=== Records ===

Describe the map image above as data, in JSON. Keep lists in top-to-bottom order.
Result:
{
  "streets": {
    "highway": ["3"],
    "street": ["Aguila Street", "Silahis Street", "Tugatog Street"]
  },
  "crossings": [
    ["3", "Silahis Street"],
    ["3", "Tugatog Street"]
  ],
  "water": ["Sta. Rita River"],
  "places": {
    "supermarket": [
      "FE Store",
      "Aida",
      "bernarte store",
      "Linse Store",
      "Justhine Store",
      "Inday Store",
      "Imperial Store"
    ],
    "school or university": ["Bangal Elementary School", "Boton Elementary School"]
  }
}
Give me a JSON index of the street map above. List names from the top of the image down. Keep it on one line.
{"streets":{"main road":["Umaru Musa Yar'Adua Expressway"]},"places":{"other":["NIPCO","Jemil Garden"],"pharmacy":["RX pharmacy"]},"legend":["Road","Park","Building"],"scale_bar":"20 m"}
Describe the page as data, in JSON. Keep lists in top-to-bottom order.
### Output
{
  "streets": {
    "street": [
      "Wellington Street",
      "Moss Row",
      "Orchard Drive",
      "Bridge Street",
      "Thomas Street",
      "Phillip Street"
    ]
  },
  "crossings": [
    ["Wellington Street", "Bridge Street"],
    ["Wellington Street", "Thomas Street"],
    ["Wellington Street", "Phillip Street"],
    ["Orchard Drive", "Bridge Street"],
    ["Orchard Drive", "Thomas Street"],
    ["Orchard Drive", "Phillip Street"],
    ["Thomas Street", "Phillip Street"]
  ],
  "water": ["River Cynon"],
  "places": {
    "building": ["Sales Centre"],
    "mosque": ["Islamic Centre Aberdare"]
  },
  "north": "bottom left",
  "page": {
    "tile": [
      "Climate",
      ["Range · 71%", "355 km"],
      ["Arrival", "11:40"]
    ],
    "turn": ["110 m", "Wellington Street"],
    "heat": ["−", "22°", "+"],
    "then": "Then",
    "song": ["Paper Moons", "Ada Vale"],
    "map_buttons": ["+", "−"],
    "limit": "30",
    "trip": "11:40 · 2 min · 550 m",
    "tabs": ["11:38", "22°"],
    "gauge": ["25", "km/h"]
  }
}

===

Task to carry out: In the entries above, copy each line that contains the string "lists".

Solution for this task:
Describe the map image above as data, in JSON. Keep lists in top-to-bottom order.
Describe the page as data, in JSON. Keep lists in top-to-bottom order.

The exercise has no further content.